[[ Exercise input open ]]

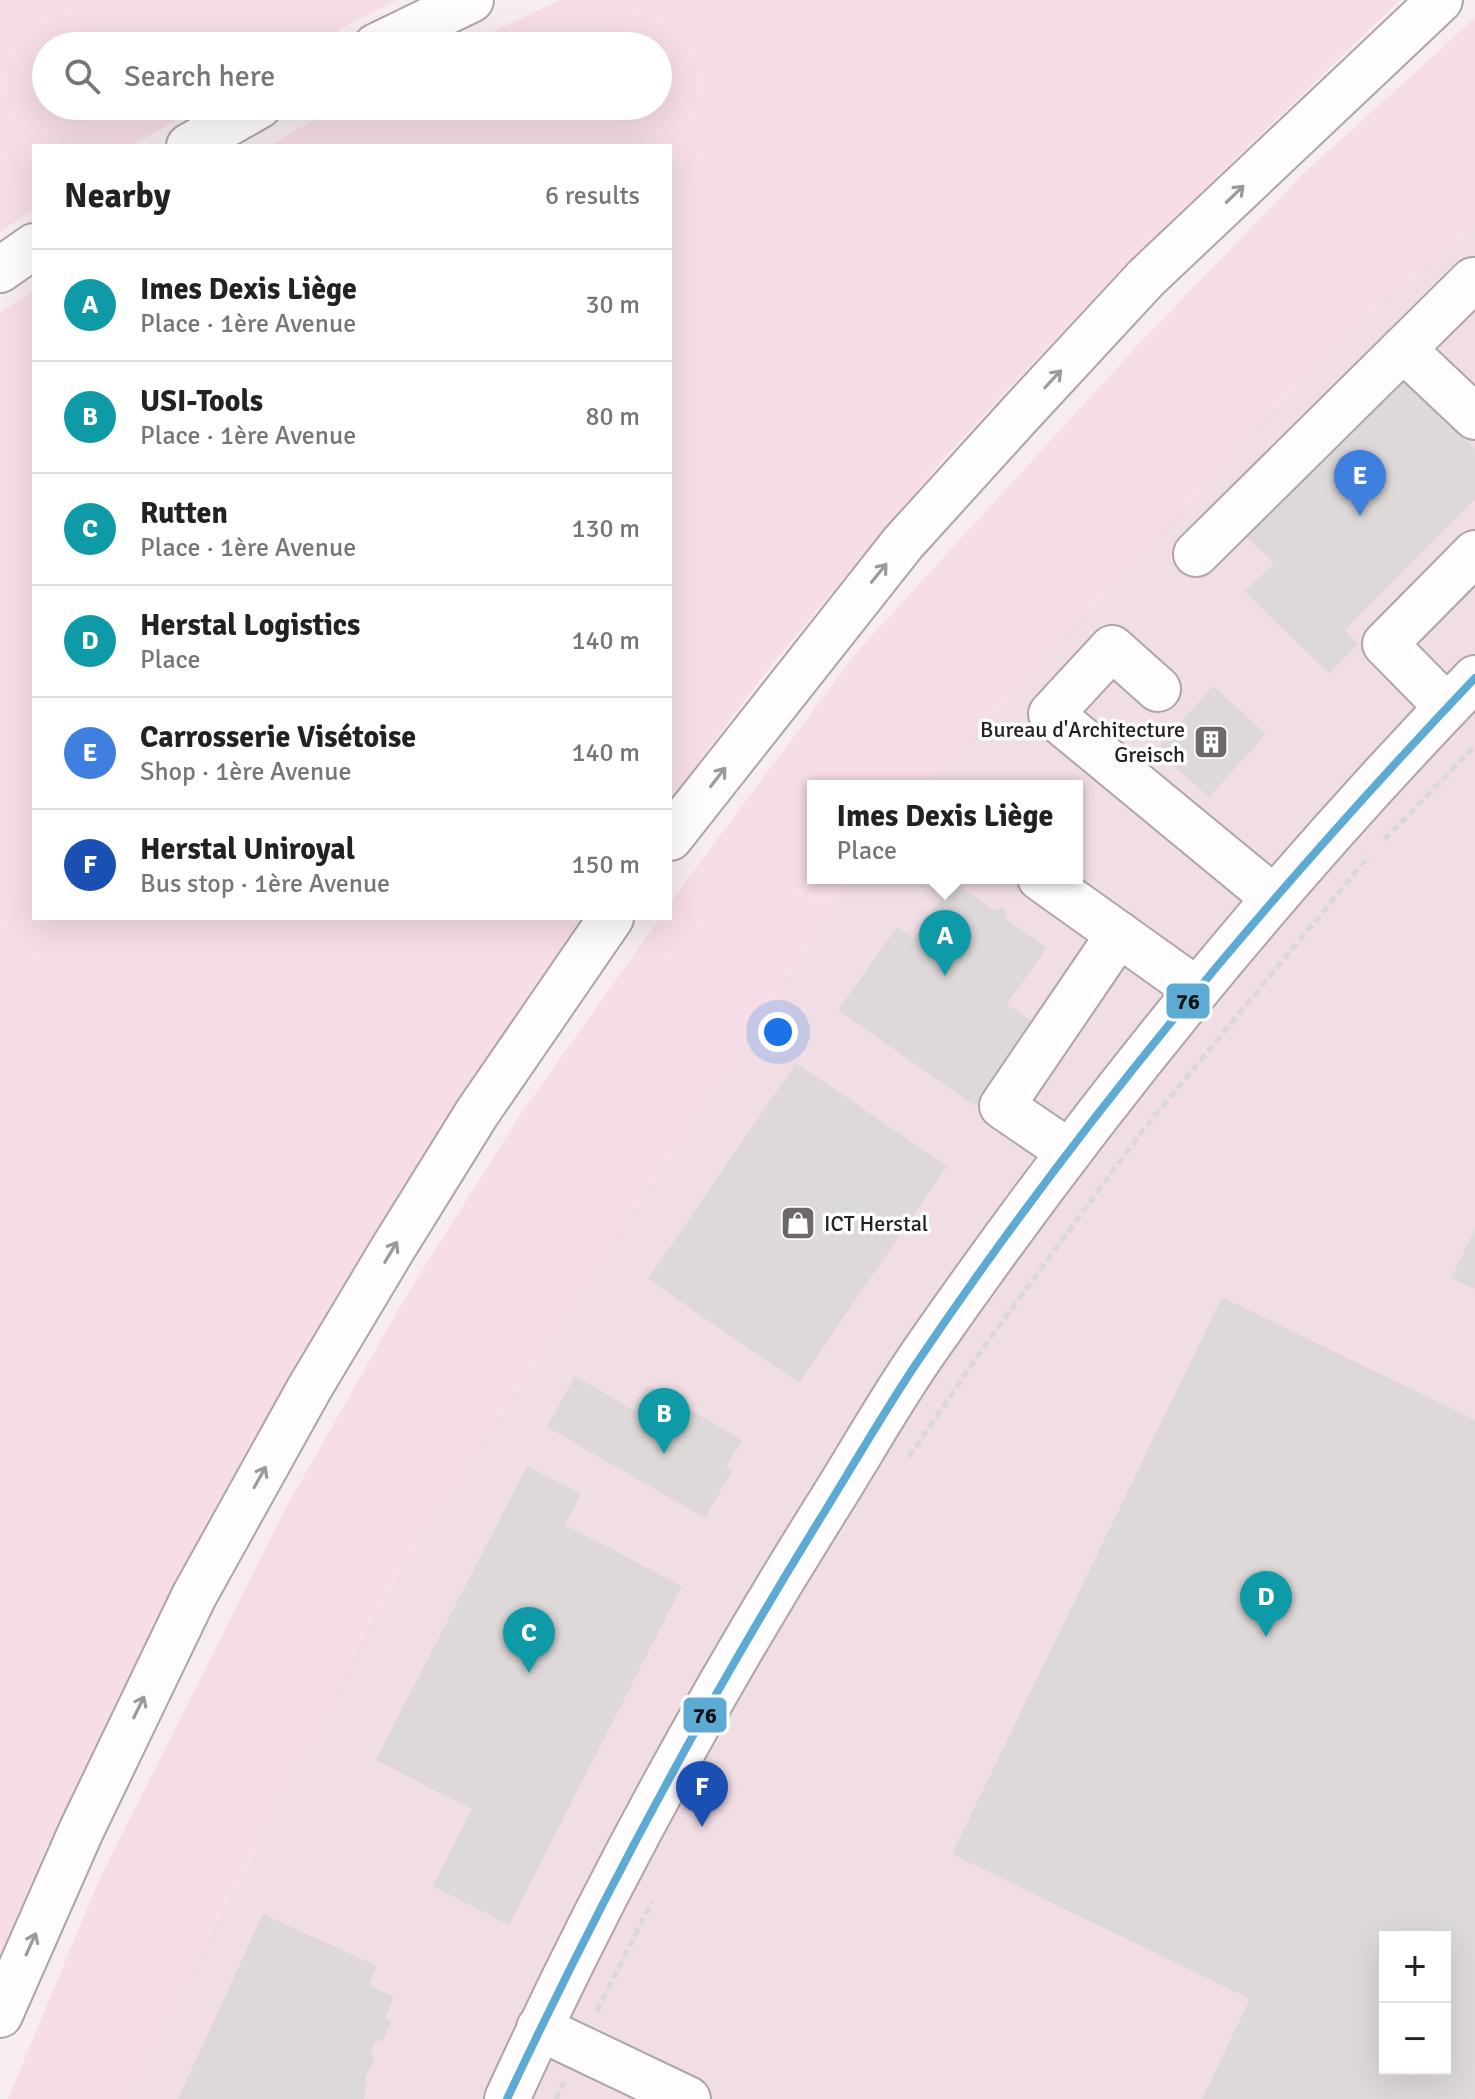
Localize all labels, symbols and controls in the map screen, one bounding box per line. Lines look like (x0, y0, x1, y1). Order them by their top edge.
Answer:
search box (32, 32, 672, 120)
icon: search (60, 54, 104, 98)
text: Search here (124, 58, 275, 95)
text: Nearby (64, 175, 171, 217)
text: 6 results (545, 180, 640, 212)
one-way arrow (1225, 185, 1244, 204)
text: Imes Dexis Liège (140, 271, 357, 308)
text: A (82, 289, 98, 321)
text: 30 m (585, 289, 640, 321)
text: Place · 1ère Avenue (140, 308, 356, 340)
one-way arrow (1043, 369, 1062, 389)
text: USI-Tools (140, 383, 263, 420)
text: B (82, 401, 98, 433)
text: 80 m (585, 401, 640, 433)
text: Place · 1ère Avenue (140, 420, 356, 452)
pin: E (1334, 450, 1386, 516)
text: Rutten (140, 495, 228, 532)
text: C (82, 513, 98, 545)
text: 130 m (571, 513, 640, 545)
text: Place · 1ère Avenue (140, 532, 356, 564)
one-way arrow (870, 563, 888, 584)
text: Herstal Logistics (140, 607, 360, 644)
text: D (81, 625, 99, 657)
text: 140 m (571, 625, 640, 657)
text: Place (140, 644, 201, 676)
place label: Bureau d'Architecture Greisch (980, 716, 1185, 768)
text: Carrosserie Visétoise (140, 719, 416, 756)
building icon: Bureau d'Architecture Greisch (1192, 723, 1230, 761)
text: E (83, 737, 97, 769)
text: 140 m (571, 737, 640, 769)
text: Shop · 1ère Avenue (140, 756, 351, 788)
one-way arrow (709, 767, 726, 788)
popup (807, 780, 1083, 884)
text: Imes Dexis Liège (836, 798, 1054, 835)
text: Herstal Uniroyal (140, 831, 355, 868)
text: Place (836, 835, 897, 867)
text: F (83, 849, 97, 881)
text: 150 m (571, 849, 640, 881)
text: Bus stop · 1ère Avenue (140, 868, 390, 900)
pin: A (919, 910, 971, 976)
line badge: 76 (1165, 982, 1211, 1020)
text: 76 (1176, 988, 1200, 1015)
your location (758, 1012, 798, 1052)
shop icon: ICT Herstal (779, 1204, 817, 1242)
place label: ICT Herstal (824, 1210, 928, 1237)
one-way arrow (383, 1241, 399, 1264)
pin: B (638, 1388, 690, 1454)
one-way arrow (252, 1466, 268, 1489)
pin: D (1240, 1571, 1292, 1637)
pin: C (503, 1607, 555, 1673)
one-way arrow (132, 1696, 147, 1720)
line badge: 76 (682, 1696, 728, 1734)
text: 76 (693, 1702, 717, 1729)
pin: F (676, 1761, 728, 1827)
map controls (1379, 1931, 1451, 2075)
button: + (1379, 1931, 1451, 2003)
one-way arrow (25, 1932, 40, 1957)
button: − (1379, 2003, 1451, 2075)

[[ Exercise input closed ]]

» What you need to do:
Reproduce every record above exactly as given, excluding pictures from the result.

» The completed task:
Localize all labels, symbols and controls in the map screen, one bounding box per line. Lines look like (x0, y0, x1, y1). Order them by their top edge.
Answer:
search box (32, 32, 672, 120)
icon: search (60, 54, 104, 98)
text: Search here (124, 58, 275, 95)
text: Nearby (64, 175, 171, 217)
text: 6 results (545, 180, 640, 212)
one-way arrow (1225, 185, 1244, 204)
text: Imes Dexis Liège (140, 271, 357, 308)
text: A (82, 289, 98, 321)
text: 30 m (585, 289, 640, 321)
text: Place · 1ère Avenue (140, 308, 356, 340)
one-way arrow (1043, 369, 1062, 389)
text: USI-Tools (140, 383, 263, 420)
text: B (82, 401, 98, 433)
text: 80 m (585, 401, 640, 433)
text: Place · 1ère Avenue (140, 420, 356, 452)
pin: E (1334, 450, 1386, 516)
text: Rutten (140, 495, 228, 532)
text: C (82, 513, 98, 545)
text: 130 m (571, 513, 640, 545)
text: Place · 1ère Avenue (140, 532, 356, 564)
one-way arrow (870, 563, 888, 584)
text: Herstal Logistics (140, 607, 360, 644)
text: D (81, 625, 99, 657)
text: 140 m (571, 625, 640, 657)
text: Place (140, 644, 201, 676)
place label: Bureau d'Architecture Greisch (980, 716, 1185, 768)
text: Carrosserie Visétoise (140, 719, 416, 756)
building icon: Bureau d'Architecture Greisch (1192, 723, 1230, 761)
text: E (83, 737, 97, 769)
text: 140 m (571, 737, 640, 769)
text: Shop · 1ère Avenue (140, 756, 351, 788)
one-way arrow (709, 767, 726, 788)
popup (807, 780, 1083, 884)
text: Imes Dexis Liège (836, 798, 1054, 835)
text: Herstal Uniroyal (140, 831, 355, 868)
text: Place (836, 835, 897, 867)
text: F (83, 849, 97, 881)
text: 150 m (571, 849, 640, 881)
text: Bus stop · 1ère Avenue (140, 868, 390, 900)
pin: A (919, 910, 971, 976)
line badge: 76 (1165, 982, 1211, 1020)
text: 76 (1176, 988, 1200, 1015)
your location (758, 1012, 798, 1052)
shop icon: ICT Herstal (779, 1204, 817, 1242)
place label: ICT Herstal (824, 1210, 928, 1237)
one-way arrow (383, 1241, 399, 1264)
pin: B (638, 1388, 690, 1454)
one-way arrow (252, 1466, 268, 1489)
pin: D (1240, 1571, 1292, 1637)
pin: C (503, 1607, 555, 1673)
one-way arrow (132, 1696, 147, 1720)
line badge: 76 (682, 1696, 728, 1734)
text: 76 (693, 1702, 717, 1729)
pin: F (676, 1761, 728, 1827)
map controls (1379, 1931, 1451, 2075)
button: + (1379, 1931, 1451, 2003)
one-way arrow (25, 1932, 40, 1957)
button: − (1379, 2003, 1451, 2075)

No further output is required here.